YOUR OBJECTIVE ▸
Gather each line of the records where "turn" appears.

%%

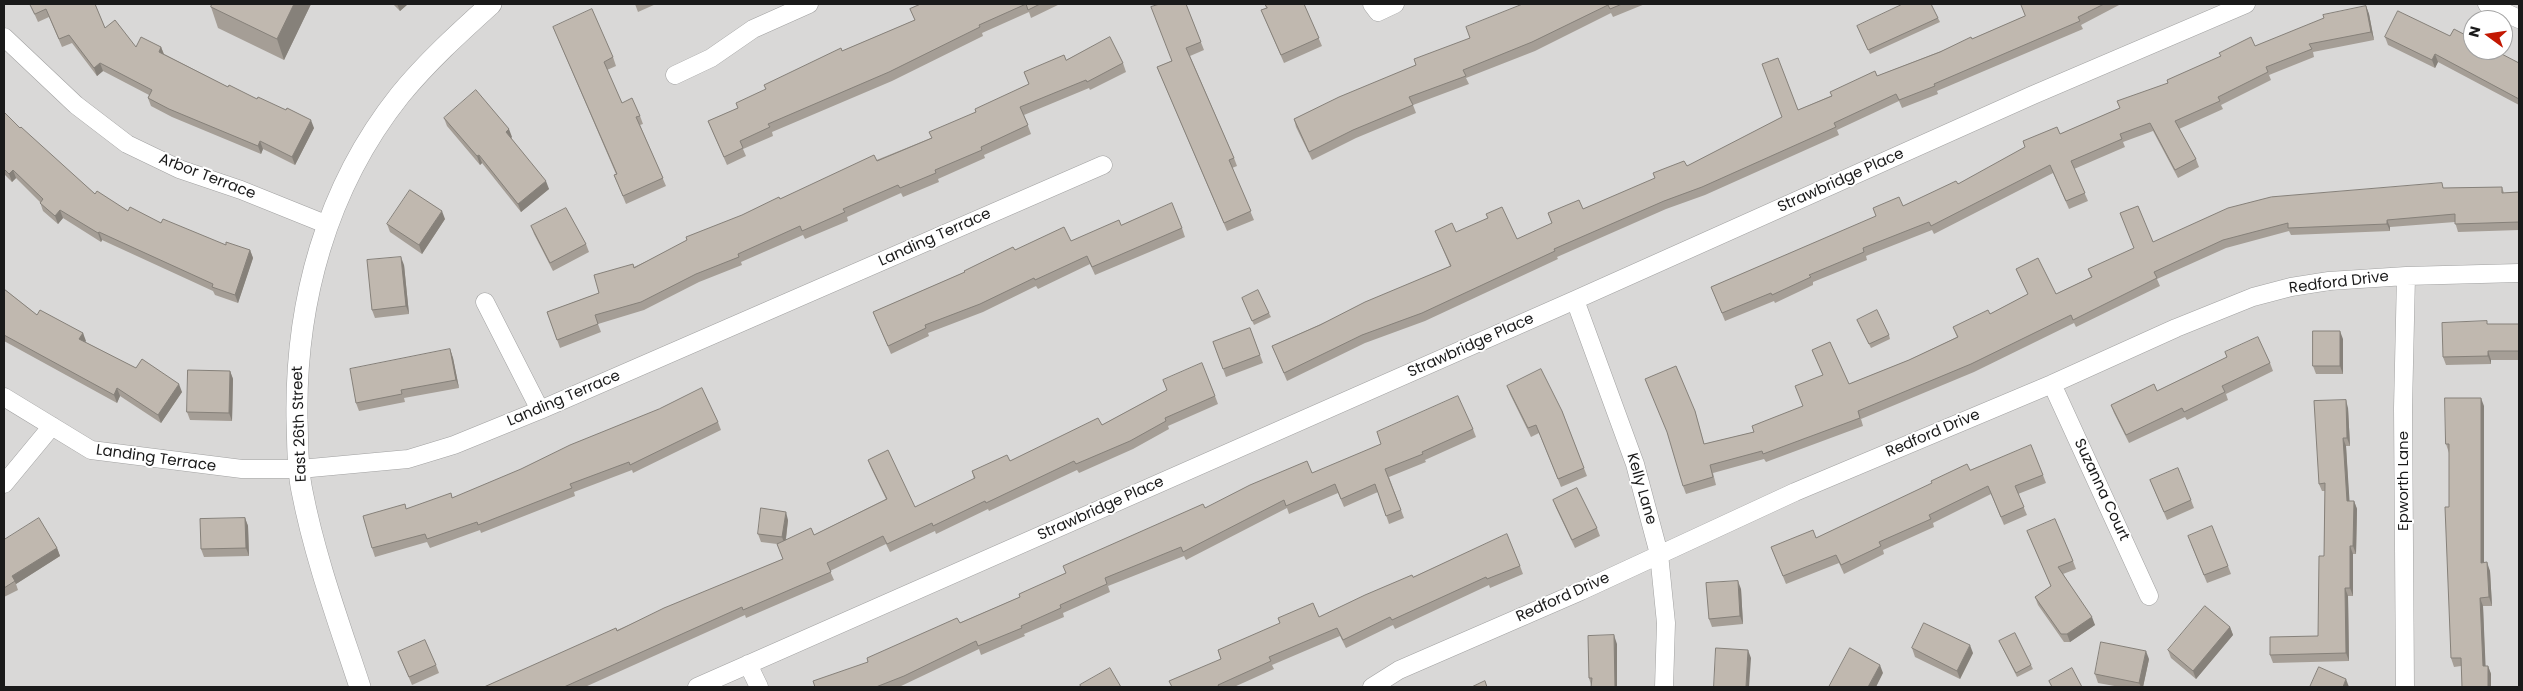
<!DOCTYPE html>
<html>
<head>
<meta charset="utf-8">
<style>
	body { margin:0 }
	#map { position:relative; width:2523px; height:691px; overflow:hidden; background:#ece9e0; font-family:Poppins,sans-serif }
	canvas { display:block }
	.frame { position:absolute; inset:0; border:5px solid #1a1a1a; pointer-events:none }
	.north { position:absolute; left:2463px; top:10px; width:50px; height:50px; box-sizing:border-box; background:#fff; border:1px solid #a3a3a3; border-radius:50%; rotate:284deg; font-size:14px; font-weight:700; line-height:20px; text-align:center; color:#1a1a1a }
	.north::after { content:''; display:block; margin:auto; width:18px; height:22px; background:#c31802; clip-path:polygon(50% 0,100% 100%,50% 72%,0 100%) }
</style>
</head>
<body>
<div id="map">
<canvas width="2523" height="691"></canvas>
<div class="frame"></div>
<div class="north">N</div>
</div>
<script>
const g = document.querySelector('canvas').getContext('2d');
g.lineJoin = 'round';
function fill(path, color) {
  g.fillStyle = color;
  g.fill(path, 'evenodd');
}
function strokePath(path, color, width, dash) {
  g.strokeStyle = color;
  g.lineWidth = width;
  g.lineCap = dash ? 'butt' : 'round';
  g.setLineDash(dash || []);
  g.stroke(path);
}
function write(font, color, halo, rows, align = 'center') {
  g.font = font + ' Poppins,sans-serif';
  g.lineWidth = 4;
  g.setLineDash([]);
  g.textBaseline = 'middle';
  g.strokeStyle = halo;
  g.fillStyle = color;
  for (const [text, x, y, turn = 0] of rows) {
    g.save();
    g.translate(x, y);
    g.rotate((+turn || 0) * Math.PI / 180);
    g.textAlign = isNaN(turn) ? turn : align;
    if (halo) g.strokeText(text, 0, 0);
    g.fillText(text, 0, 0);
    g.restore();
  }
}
const residential = new Path2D(`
	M4,4H2519V687H4ZM2473,20H2503V50H2473Z`);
const minor = new Path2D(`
	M1372,4L1378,12L1395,4
	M2487,4L2519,19
	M4,37L76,105L127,144L179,169L241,190L328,225
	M675,75L711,58L753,29L809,4
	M1575,300L1635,464L1659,554L1666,623L1664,687
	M485,302L540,410
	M2052,384L2149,596
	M4,397L91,450L242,469H300L408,459L454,445L540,410L1103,165
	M4,484L52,426
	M748,664L759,687
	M697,687L1575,300L2033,95L2246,4
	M1372,687L1399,670L1581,591L1795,492L2052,384L2176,328L2253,297L2291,287L2329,281L2406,276L2519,273
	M2405,687L2403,408L2406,276`);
const tertiary = new Path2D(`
	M360,687C339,623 315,558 302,491C297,468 298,443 297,420C295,303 326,188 400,95C428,61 459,33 491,4`);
const wall = new Path2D(`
	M30,4H95L105,28L136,47H161L164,54L228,87L314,128L295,165L263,149L261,154L172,117L151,106L148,98L149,95L103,71L97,76L72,43L62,47L49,17L38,22Z
	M212,4H311L284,60L218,28L211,7Z
	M393,4H408L400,11Z
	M635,4H656L638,12Z
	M921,4H1060L1031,18L1029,12L982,33L983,36L892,81L772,132L773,136L743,149L746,156L727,165L708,121L738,108L766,90L842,51L915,20L910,9Z
	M1186,4L1204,50L1190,56L1234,158L1237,166L1232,168L1254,220L1227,231L1157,67L1171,61Z
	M1265,4H1304L1322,46L1284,63L1261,10L1266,8Z
	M1523,4H1645L1613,17L1611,13L1535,51L1466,78L1469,84L1413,105L1416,113L1356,138L1312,160L1296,127L1294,119L1416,65L1470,38Z
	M2042,4H2121L2081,25L2083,29L1937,91L1938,94L1902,108L1899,101L1837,130L1839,135L1705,195L1666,209L1557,257L1558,259L1425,321L1365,343L1287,381L1272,346L1450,266L1435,231L1456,232L1517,239L1552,224L1548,213L1583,209L1687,166L1798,110L1877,76L1972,39L2025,16Z
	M2366,6L2369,14L2374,40L2313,52L2314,57L2269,75L2271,80L2221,105L2223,109L2179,129L2196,159L2199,167L2178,178L2153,131L2123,142L2125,147L2074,169L2088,201L2069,209L2053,173L1934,234L1932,230L1866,256L1867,260L1813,282V285L1775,303L1774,301L1725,321L1711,287L1903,206L1958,184L2060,134L2120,108L2168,83L2255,46Z
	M1938,18L1940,22L1870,54L1859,30Z
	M553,27L613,57L616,66L607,70L622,103L640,116L643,124L640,125L666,186L626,204L614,175L616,174Z
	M2450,36L2519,63V105L2438,62L2435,68L2388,45L2385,37Z
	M1066,60L1123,63L1126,72L1090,90L1089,88L1024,115L1031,134L984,155L985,158L938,179L939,182L903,197L901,193L847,217L848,221L805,239L803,235L741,262L742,265L699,282L644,310L598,324L601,332L560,348L547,312L599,293L634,267L780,199L931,138L976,112L1029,84L1024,72Z
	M4,112L20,128L95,194L128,211L226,245L250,250L253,258L238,303L215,295L213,291L102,240L101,242L63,218L58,224L43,211L40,202L16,178L12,182L4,174Z
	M444,118L512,137L511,138L549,189L521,212L482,163L480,165L447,126Z
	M2502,187L2504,193L2519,192V230L2458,232L2455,222L2390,227V231L2291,235L2289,231L2226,248L2157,279L2160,286L2076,327L2074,323L1974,372L1861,419L1863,426L1766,462L1764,459L1713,473L1716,485L1686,494L1683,486L1695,411L1704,444L1754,432L1803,407L1823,375L1812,350L1849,384L1909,360L1957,337L1953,327L1990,314L2028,294L2016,269L2056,294L2091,277L2088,269L2153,242L2444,188Z
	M445,219L422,254L390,232L387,224Z
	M1121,225L1182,228L1185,237L1095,275L1090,264L1038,289L1036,286L983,312L928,333L929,336L891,354L873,312L965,272L1015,250L1071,241Z
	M531,226L586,244L589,252L553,271L534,234Z
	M404,265L409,314L375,318L372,310Z
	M4,289L37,315L83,333L85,342L182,392L161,423L120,396L117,403L4,341Z
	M1242,298L1269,313L1271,317L1254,325Z
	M1857,320L1889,335L1890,339L1871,348Z
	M2488,324H2519V360H2491V364L2446,365L2443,357Z
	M1250,328L1263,363L1226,377L1213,342Z
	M2343,339V374H2316L2313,366Z
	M450,349L453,358L459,388L404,398L405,402L359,411L356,403Z
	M2225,352L2270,363L2273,371L2226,394L2228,400L2187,420L2185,417L2129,443L2114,413L2111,405L2157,391L2227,357Z
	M230,371L233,379L232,421L190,420L187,412Z
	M1163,380L1215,396L1218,404L1168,426L1169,429L1133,449L1079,473L1077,470L989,511L988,509L936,534L935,531L890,552L886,544L830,571L834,580L746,618L745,615L585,687H484L783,559L777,544L761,542L758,534L788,520L786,540L814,535L886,499L871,468L868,460L915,507L974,479L972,471L1010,461L1102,425L1167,390Z
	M1507,386L1562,411L1587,476L1561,487L1539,433L1531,437L1510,394Z
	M2484,406V563L2490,571L2492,606H2483L2485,666H2488L2491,674L2461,666L2454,667L2451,658L2449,453L2446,444Z
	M2348,408L2350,446H2346L2349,501H2354L2357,509L2356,554H2353V596H2348L2349,661L2273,663L2270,655L2318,636L2324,556L2325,491H2322L2319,484Z
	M718,422L721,430L633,473L632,470L574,492L575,496L481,533L480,530L430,548L427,542L375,557L372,548L407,509L452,498Z
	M1473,429L1476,437L1425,460L1426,462L1389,477L1404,518L1389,524L1378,492L1344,507L1338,493L1289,514L1287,508L1186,560L1184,556L1108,586L1110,592L1063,613L1064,617L1024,634L1025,636L981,655L979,649L899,687H815L868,662L1020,597L1065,573L1205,508L1312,473Z
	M1970,470L2043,475L2046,483L2018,494L2027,515L2004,525L1991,494L1933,523L1934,527L1883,550L1884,554L1844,574L1839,563L1786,584L1771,547L1816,538Z
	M2150,480L2191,500L2194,508L2167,520Z
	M1553,500L1597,528L1600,536L1575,548L1556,508Z
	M245,518L248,526L249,556L204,557L201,549Z
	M2027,531L2073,561L2076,569L2063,574L2095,625L2070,642H2064L2038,605L2035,597L2051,586Z
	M4,540L57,548L60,556L16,584L18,590L4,597Z
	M2191,544L2228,566L2231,574L2207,583Z
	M1520,566L1523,574L1490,588L1489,585L1395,629L1393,625L1346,648L1340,636L1272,665L1274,669L1234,687H1172L1221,659L1218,650L1319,617L1413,577Z
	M1741,589L1743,624L1712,627L1709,619Z
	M2230,627L2233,635L2196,679L2171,658L2168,650Z
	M1999,641L2031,665L2033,669L2017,677Z
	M1617,644V687H1591V685L1589,678Z
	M1912,648L1973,653L1960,679L1915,657Z
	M398,652L436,665L439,673L412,685Z
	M2149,659L2143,687H2120L2098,683L2095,674Z`);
const shadedWall = new Path2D(`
	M294,4H311L284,60L277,39Z
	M397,4H408L400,11Z
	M2366,6L2369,14L2374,40L2371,32Z
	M161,47L164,55L159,52Z
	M2435,54L2438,62L2435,68L2432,60Z
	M100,63L103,71L97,76L94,68Z
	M311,120L314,128L295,165L292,157Z
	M509,129L512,137L509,140L506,132Z
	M260,141L263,149L261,154L258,146Z
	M479,155L482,163L480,165L477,156Z
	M13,170L16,178L12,182L9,174Z
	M546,181L549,189L521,212L518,204Z
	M60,210L63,218L58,224L55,216Z
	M442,211L445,219L422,254L419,245Z
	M2387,220L2390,227V231L2387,224Z
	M99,232L102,240L101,242L98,233Z
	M250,250L253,258L238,303L235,295Z
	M401,257L404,265L409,314L406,306Z
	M2340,331L2343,339V374L2340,366Z
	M83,333L86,341L82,347L79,339Z
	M450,349L453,358L459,388L456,380Z
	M2488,351L2491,360V364L2488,356Z
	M230,371L233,379L232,421L229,413Z
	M179,384L182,392L161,423L158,415Z
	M117,388L120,396L117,403L114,395Z
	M2481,398L2484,406V571L2481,563Z
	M2346,400L2348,408L2350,446L2347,438Z
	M2343,438L2346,446L2350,508L2347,501Z
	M2354,501L2357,509L2356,554L2353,546Z
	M786,512L788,520L785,545L782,537Z
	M245,518L248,526L249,556L246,548Z
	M2350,546L2353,554V596L2350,588Z
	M57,548L60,556L16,584L12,576Z
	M2487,562L2490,571L2492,606L2489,597Z
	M1738,581L1741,589L1743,624L1740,616Z
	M2345,588L2348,596L2349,661L2346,653Z
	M2480,598L2483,606L2486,675L2483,666Z
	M2092,617L2095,625L2070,642L2067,634Z
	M2230,627L2233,635L2196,679L2193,671Z
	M1614,635L1617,644V687H1615Z
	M1970,645L1973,653L1960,679L1957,671Z
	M1748,650L1751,658L1749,687H1746Z
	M2146,651L2149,659L2143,687H2141L2139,683Z
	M1880,665L1883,673L1876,687H1868Z
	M2488,666L2491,674V687H2488Z
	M2346,679L2349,687H2343Z`);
const building = new Path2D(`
	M30,4H95L105,28L115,20L136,47L141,37L161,47L159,52L228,87L229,85L257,99L258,97L286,110L287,108L311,120L292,157L260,141L258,146L169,109L148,98L152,90L100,63L94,68L69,35L59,39L46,9L35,14Z
	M212,4H294L277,39L211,7Z
	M921,4H1040L1028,10L1026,4L979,25L980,27L889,72L768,124L770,127L740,141L743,148L724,157L708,121L738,108L736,103L766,89L764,85L841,48L842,51L915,20L910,9Z
	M1160,4H1186L1201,42L1186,48L1234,158L1229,160L1251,211L1224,223L1157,67L1172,61L1151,7Z
	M1265,4H1304L1319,38L1281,55L1261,10L1267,8Z
	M1523,4H1622L1610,9L1608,5L1532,42L1463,70L1466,76L1409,97L1413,105L1353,130L1309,152L1294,119L1339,97L1416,65L1414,59L1470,38L1466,27Z
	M1903,4H1931L1938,18L1868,50L1857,26Z
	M2021,4H2104L2078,17L2080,21L1934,84L1935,86L1899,100L1896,94L1834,123L1836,127L1702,187L1664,201L1554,249L1555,251L1422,313L1362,335L1284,373L1272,346L1320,325L1365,302L1451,266L1435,231L1452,223L1456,232L1488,218L1486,214L1502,207L1517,239L1552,223L1548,213L1579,200L1583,209L1655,178L1653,173L1684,161L1687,166L1782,117L1762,64L1778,58L1798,110L1832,96L1830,92L1875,71L1877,76L1940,52L1971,37L1972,39L2025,16Z
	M2366,6L2371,32L2309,44L2312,49L2266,67L2268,72L2218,97L2220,101L2175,121L2196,159L2175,170L2150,123L2120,134L2122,139L2071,161L2085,193L2066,201L2050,165L1931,226L1929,222L1863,248L1864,252L1809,275L1811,277L1772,295L1771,293L1722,313L1711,287L1876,216L1873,208L1899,197L1903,206L1956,181L1958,184L2025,147L2023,141L2057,127L2060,134L2120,108L2117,101L2168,83L2167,80L2221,56L2219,53L2251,37L2255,46L2324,18L2323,15Z
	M592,9L613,57L604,62L622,103L632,98L640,116L636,117L663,178L623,196L614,175L617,174L553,27Z
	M2398,11L2450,36L2454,29L2473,39V50H2494L2519,63V99L2435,54L2432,60L2385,37Z
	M1110,37L1123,63L1087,82L1086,80L1020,107L1028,125L981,147L982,150L935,170L936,173L900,188L898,185L843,209L845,212L802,231L800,226L738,254L739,257L696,274L641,302L595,315L598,324L557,340L547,312L599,293L594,275L633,264L634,268L687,240L686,237L742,215L779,197L780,199L874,155L877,161L932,138L929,132L976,112L975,109L1029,84L1024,72L1064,55L1066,60Z
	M476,90L509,129L506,132L546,181L518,204L479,155L477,156L444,118Z
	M4,112L20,128L21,127L95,194L97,191L128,211L130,207L161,223L163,219L226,245V242L250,250L235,295L212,287L213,284L99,232L98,233L60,210L55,216L40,203L43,199L13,170L9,174L4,169Z
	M2442,183L2443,188L2502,187V193L2519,192V222L2455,224V214L2387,220V224L2288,228V223L2223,240L2154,272L2157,278L2073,320L2071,315L1971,364L1858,411L1860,418L1763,454L1762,451L1710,465L1713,477L1683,486L1667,432L1645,379L1676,366L1695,411L1704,444L1754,432L1752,426L1803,406L1795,386L1823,375L1812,350L1830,342L1849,384L1909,360L1958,337L1953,327L1988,310L1990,314L2028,294L2016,269L2038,258L2056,294L2092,277L2088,269L2134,248L2120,213L2138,206L2153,242L2228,208L2271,197Z
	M410,190L442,211L419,245L387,224Z
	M1172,203L1182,228L1092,267L1087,256L1035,280L1034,278L980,304L925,325L926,328L888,346L873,312L965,272L964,271L1013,247L1015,250L1064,227L1071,241L1119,220L1121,225Z
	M566,208L586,244L550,263L531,226Z
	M401,257L406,306L372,310L367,260Z
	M4,289L37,315L40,310L83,333L79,339L136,368L142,359L179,384L158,415L117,388L114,395L4,335Z
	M1258,290L1269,313L1252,321L1242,298Z
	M1877,310L1889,335L1869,344L1857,320Z
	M2487,321V324H2519V351H2488V356L2443,357L2442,323Z
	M1250,328L1260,355L1223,369L1213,342Z
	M2313,331H2340V366H2313Z
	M2258,337L2270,363L2222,386L2225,392L2184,412L2182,408L2126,435L2111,405L2154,384L2157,391L2227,357L2225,352Z
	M450,349L456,380L401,390L402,394L356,403L350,369Z
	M1202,363L1215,396L1165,418L1166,421L1130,441L1076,464L1074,461L986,503L985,501L933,526L932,523L887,544L883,536L827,563L831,572L743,610L742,607L564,687H484L616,628L617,631L664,608L783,559L777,544L811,528L814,535L887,499L868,460L888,450L915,507L975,478L972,471L1007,455L1010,461L1098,418L1102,425L1167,390L1163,380Z
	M1541,369L1562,411L1584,468L1558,479L1536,425L1528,428L1507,386Z
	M188,370L230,371L229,413L187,412Z
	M702,388L718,422L630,465L629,462L570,484L572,488L478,525L477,522L427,539L425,534L372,548L363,516L405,504L406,509L451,493L452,498L521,469L570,445L659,409Z
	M1458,396L1473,429L1422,452L1423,454L1385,469L1401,510L1386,516L1375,484L1341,499L1335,484L1286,506L1284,500L1183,552L1181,547L1105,578L1107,584L1060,605L1061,608L1021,626L1022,628L978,646L976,641L904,676L876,687H815L813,681L868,662L867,658L957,618L960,623L1020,597L1019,594L1066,573L1063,566L1203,504L1205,508L1250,485L1307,461L1312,473L1381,444L1377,432Z
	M2445,398H2481V563L2487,562L2489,597L2480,598L2483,666H2488V687H2462L2461,658H2451L2445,507H2449V444H2446Z
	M2346,400L2347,438H2343L2347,501H2354L2353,546H2350V588H2345L2346,653L2270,655V637L2318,636L2319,556H2324L2325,483L2319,484L2314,401Z
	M2031,445L2043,475L2015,486L2024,507L2001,517L1988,486L1929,515L1931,519L1879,542L1881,546L1841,565L1836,555L1783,576L1771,547L1813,530L1816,538L1932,483L1931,481L1967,464L1970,470Z
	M2178,468L2191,500L2164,512L2150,480Z
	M1577,488L1597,528L1572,540L1553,500Z
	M761,508L786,512L782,537L758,534Z
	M39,518L57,548L12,576L15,581L4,588V540Z
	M245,518L246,548L201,549L200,519Z
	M2055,519L2073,561L2058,567L2092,617L2067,634H2061L2035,597L2051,586L2027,531Z
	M2212,526L2228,566L2204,575L2188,536Z
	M1507,534L1520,566L1487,579L1486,577L1392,620L1390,617L1343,640L1337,628L1269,657L1271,661L1218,685L1219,687H1172L1169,681L1221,659L1218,650L1280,623L1278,618L1313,603L1319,617L1365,595L1412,575L1413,577Z
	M1738,581L1740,616L1709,619L1706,583Z
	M2205,606L2230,627L2193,671L2168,650Z
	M1924,623L1970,645L1957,671L1912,648Z
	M2015,633L2031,665L2016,673L1999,641Z
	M1614,635L1615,687H1591L1592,678H1589L1588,636Z
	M425,640L436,665L409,677L398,652Z
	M2101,642L2146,651L2139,683L2095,674Z
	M1716,648L1748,650L1746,687H1714Z
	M1850,648L1880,665L1868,687H1829Z
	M2319,667L2346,679L2343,687H2310Z
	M1110,668L1121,687H1081L1080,685Z
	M2072,668L2082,687H2052L2049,681Z
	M1485,681L1487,687H1472Z`);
const streetNames = [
	["Arbor Terrace",207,177,21],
	["Strawbridge Place",1841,181,-24],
	["Landing Terrace",935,238,-24],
	["Redford Drive",2339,283,-7],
	["Strawbridge Place",1471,346,-24],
	["Landing Terrace",564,399,-23],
	["East 26th Street",300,424,-92],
	["Redford Drive",1933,434,-23],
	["Landing Terrace",156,459,8],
	["Epworth Lane",2404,481,-90],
	["Kelly Lane",1641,489,74],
	["Suzanna Court",2101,490,65],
	["Strawbridge Place",1101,509,-24],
	["Redford Drive",1563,598,-24]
];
fill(residential, '#d9d8d7');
strokePath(minor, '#a1a1a1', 19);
strokePath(tertiary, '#a1a1a1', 22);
strokePath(minor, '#fff', 18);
strokePath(tertiary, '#fff', 21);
fill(wall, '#a59e96');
fill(shadedWall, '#86817a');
fill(building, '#c0b8af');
strokePath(building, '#86817a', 1);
write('15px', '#1a1a1a', '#fff', streetNames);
</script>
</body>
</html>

%%

REPLY TO THE TASK ▸
  for (const [text, x, y, turn = 0] of rows) {
    g.rotate((+turn || 0) * Math.PI / 180);
    g.textAlign = isNaN(turn) ? turn : align;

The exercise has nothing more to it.